*** RECORDS TO PROCESS Section Begins ***

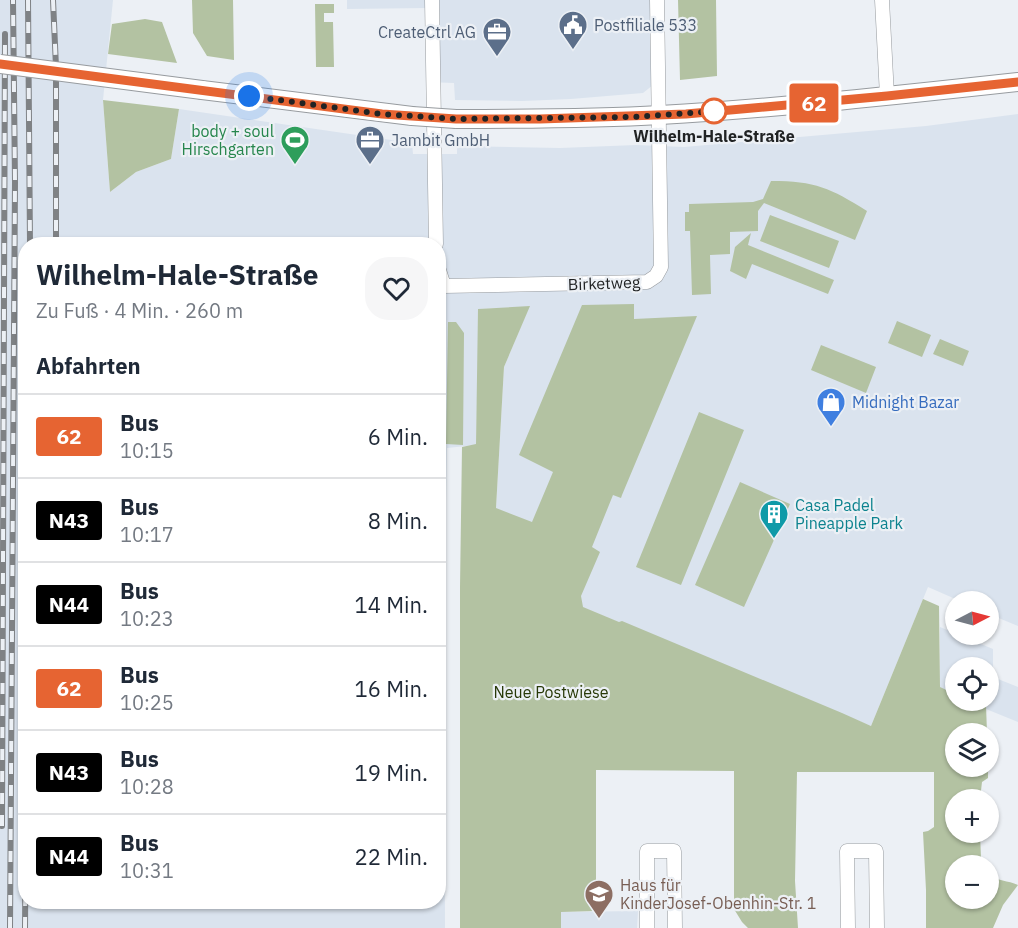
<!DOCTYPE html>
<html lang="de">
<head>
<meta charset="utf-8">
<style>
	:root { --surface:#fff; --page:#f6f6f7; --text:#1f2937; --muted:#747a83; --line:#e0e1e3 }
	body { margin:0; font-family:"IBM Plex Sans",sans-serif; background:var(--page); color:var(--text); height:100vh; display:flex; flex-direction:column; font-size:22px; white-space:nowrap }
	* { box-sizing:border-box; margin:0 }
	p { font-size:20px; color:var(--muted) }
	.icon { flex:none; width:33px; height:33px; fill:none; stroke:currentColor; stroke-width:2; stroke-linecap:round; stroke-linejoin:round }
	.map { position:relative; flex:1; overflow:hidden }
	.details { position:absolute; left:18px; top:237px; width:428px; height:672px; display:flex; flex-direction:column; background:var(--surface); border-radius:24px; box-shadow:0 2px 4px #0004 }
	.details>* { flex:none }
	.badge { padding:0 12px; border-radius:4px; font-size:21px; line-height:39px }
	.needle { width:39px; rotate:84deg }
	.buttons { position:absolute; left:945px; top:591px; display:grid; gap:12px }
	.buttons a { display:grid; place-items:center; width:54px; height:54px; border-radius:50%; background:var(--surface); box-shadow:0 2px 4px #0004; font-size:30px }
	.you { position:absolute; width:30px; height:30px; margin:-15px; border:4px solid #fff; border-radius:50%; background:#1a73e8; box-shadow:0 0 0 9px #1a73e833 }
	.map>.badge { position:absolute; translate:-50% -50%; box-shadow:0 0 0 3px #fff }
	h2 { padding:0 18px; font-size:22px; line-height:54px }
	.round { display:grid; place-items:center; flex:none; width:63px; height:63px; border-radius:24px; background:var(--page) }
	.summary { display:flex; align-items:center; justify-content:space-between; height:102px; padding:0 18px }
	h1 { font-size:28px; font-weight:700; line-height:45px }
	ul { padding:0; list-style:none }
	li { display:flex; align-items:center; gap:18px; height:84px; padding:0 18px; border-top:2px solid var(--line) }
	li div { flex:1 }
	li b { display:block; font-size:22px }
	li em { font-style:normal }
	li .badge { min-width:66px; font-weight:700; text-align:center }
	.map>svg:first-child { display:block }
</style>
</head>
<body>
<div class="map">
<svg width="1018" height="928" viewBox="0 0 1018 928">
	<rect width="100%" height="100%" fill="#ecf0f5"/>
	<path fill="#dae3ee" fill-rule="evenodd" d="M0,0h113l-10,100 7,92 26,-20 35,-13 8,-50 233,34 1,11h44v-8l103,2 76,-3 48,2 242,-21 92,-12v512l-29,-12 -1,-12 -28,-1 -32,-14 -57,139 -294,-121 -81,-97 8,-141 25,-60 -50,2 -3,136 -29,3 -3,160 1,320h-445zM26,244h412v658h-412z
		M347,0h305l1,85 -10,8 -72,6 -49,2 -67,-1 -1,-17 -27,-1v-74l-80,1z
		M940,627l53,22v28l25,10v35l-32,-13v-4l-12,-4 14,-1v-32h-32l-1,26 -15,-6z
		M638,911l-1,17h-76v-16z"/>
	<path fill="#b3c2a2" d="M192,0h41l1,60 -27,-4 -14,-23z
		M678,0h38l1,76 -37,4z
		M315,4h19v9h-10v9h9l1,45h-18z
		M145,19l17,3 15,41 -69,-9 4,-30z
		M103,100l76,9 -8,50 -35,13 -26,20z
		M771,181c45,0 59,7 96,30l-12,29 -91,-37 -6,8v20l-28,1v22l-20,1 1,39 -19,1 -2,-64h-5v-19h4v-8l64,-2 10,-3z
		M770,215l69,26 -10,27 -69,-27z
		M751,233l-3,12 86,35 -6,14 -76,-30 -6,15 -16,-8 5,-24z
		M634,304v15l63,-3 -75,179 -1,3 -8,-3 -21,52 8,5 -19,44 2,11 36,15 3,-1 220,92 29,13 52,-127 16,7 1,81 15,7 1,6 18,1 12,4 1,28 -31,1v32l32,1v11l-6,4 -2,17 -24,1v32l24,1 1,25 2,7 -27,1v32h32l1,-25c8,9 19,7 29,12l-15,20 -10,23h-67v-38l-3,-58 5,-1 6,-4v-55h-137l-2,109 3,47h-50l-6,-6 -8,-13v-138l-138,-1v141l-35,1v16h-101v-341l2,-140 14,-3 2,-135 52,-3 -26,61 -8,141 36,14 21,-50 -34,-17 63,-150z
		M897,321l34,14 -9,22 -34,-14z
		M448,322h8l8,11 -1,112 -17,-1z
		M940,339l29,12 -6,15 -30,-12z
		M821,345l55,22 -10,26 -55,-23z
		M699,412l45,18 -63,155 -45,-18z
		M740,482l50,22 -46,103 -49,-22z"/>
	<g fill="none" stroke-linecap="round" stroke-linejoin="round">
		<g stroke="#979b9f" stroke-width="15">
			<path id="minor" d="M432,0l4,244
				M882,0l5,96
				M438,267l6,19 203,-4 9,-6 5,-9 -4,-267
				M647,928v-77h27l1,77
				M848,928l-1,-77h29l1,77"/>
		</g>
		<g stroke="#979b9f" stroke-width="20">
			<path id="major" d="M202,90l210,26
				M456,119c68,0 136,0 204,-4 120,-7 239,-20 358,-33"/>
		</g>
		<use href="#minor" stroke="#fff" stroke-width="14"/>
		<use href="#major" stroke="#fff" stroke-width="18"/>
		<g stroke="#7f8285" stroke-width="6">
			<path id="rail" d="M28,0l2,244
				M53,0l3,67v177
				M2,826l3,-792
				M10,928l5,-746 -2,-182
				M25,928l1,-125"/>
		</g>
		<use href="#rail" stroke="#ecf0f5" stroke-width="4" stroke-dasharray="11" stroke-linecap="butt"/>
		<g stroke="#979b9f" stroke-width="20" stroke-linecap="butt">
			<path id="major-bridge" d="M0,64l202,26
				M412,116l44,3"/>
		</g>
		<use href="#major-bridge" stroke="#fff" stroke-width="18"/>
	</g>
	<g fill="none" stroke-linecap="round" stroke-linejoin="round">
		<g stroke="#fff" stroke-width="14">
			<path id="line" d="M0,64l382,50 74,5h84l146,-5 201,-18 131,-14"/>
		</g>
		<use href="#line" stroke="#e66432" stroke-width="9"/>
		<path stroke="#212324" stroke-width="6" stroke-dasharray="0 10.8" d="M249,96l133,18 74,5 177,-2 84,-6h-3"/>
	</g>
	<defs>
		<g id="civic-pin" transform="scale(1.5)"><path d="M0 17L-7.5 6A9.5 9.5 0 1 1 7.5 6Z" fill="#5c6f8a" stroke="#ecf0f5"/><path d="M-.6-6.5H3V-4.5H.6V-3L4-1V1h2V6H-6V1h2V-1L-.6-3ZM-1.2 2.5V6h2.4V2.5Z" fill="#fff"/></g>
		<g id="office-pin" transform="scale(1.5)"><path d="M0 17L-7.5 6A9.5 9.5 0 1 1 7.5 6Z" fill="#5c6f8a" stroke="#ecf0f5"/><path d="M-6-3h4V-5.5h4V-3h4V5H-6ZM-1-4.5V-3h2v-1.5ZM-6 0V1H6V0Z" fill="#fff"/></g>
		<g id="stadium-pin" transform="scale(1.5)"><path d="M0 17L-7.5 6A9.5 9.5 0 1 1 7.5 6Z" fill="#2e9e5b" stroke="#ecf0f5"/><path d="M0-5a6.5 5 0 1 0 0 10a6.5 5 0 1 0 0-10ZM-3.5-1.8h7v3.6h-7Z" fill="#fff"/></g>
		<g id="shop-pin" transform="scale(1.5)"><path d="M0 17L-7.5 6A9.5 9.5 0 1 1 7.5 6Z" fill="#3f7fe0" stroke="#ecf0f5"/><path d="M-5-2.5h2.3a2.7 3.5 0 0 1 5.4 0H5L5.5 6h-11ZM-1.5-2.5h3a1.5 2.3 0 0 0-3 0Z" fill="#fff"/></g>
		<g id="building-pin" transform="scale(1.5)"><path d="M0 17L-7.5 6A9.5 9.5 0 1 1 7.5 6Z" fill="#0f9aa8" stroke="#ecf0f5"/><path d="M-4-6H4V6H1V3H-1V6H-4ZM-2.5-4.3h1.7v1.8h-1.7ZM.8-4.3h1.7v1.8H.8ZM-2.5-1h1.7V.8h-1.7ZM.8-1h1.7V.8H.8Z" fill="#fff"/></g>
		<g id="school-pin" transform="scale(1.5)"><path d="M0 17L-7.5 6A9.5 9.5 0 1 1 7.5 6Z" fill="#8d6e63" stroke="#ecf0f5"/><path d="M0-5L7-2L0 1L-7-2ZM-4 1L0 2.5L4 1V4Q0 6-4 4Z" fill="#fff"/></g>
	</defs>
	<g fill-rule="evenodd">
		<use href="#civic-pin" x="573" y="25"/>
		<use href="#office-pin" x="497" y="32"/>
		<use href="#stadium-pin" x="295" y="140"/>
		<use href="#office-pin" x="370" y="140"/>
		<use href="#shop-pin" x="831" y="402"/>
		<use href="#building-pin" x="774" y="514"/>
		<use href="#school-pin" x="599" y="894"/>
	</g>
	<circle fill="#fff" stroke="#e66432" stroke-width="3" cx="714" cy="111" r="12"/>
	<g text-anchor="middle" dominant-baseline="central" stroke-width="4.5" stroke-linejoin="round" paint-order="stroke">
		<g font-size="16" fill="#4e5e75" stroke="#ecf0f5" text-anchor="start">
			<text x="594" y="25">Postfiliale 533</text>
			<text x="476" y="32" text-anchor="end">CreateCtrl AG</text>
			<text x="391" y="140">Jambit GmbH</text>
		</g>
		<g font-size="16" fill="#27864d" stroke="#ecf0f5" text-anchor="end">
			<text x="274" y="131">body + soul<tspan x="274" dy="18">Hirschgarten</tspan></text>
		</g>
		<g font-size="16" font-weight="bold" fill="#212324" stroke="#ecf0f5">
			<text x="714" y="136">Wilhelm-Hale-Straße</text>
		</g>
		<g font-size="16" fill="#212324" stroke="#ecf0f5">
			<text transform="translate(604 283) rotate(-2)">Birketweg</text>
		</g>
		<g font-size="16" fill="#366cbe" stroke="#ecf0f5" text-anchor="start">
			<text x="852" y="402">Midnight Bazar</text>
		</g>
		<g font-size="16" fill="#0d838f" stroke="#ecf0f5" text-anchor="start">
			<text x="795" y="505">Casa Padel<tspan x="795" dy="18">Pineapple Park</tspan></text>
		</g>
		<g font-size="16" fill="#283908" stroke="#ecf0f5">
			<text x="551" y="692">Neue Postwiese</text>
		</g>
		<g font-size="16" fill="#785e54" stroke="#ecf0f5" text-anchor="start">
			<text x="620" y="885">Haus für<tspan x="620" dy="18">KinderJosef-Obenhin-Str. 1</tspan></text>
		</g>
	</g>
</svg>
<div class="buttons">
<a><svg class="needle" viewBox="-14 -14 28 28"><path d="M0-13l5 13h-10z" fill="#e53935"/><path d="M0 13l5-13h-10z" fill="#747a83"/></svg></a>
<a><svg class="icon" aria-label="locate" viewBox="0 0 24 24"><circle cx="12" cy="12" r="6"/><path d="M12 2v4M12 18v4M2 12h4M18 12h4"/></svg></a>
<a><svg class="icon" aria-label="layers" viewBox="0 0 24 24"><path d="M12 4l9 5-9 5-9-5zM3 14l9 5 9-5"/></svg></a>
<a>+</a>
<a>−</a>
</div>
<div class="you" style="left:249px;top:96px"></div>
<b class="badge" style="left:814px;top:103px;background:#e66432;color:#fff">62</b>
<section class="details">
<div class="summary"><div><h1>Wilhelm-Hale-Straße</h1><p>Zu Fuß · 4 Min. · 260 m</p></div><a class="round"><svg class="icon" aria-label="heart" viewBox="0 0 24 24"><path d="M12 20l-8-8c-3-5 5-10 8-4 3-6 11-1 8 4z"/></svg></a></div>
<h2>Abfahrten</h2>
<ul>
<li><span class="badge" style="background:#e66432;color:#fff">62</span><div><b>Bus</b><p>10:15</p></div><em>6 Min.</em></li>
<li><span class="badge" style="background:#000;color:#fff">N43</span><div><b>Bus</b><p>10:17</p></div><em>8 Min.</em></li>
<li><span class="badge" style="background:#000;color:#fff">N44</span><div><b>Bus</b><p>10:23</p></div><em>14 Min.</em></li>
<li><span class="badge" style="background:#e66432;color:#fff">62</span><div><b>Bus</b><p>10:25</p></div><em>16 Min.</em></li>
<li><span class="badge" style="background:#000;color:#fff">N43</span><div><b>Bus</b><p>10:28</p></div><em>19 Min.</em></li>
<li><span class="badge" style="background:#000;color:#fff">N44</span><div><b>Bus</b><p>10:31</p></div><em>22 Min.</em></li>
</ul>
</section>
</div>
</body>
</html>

*** RECORDS TO PROCESS Section Ends ***

EXERCISE —
In the entries above, the lines between the one holding "padding:0 12px; border-radius:4px;" and the one holding "position:absolute; left:945px; top:591px;", inclusive, are to be printed exactly as written, and those alone.

EXERCISE SOLUTION —
	.badge { padding:0 12px; border-radius:4px; font-size:21px; line-height:39px }
	.needle { width:39px; rotate:84deg }
	.buttons { position:absolute; left:945px; top:591px; display:grid; gap:12px }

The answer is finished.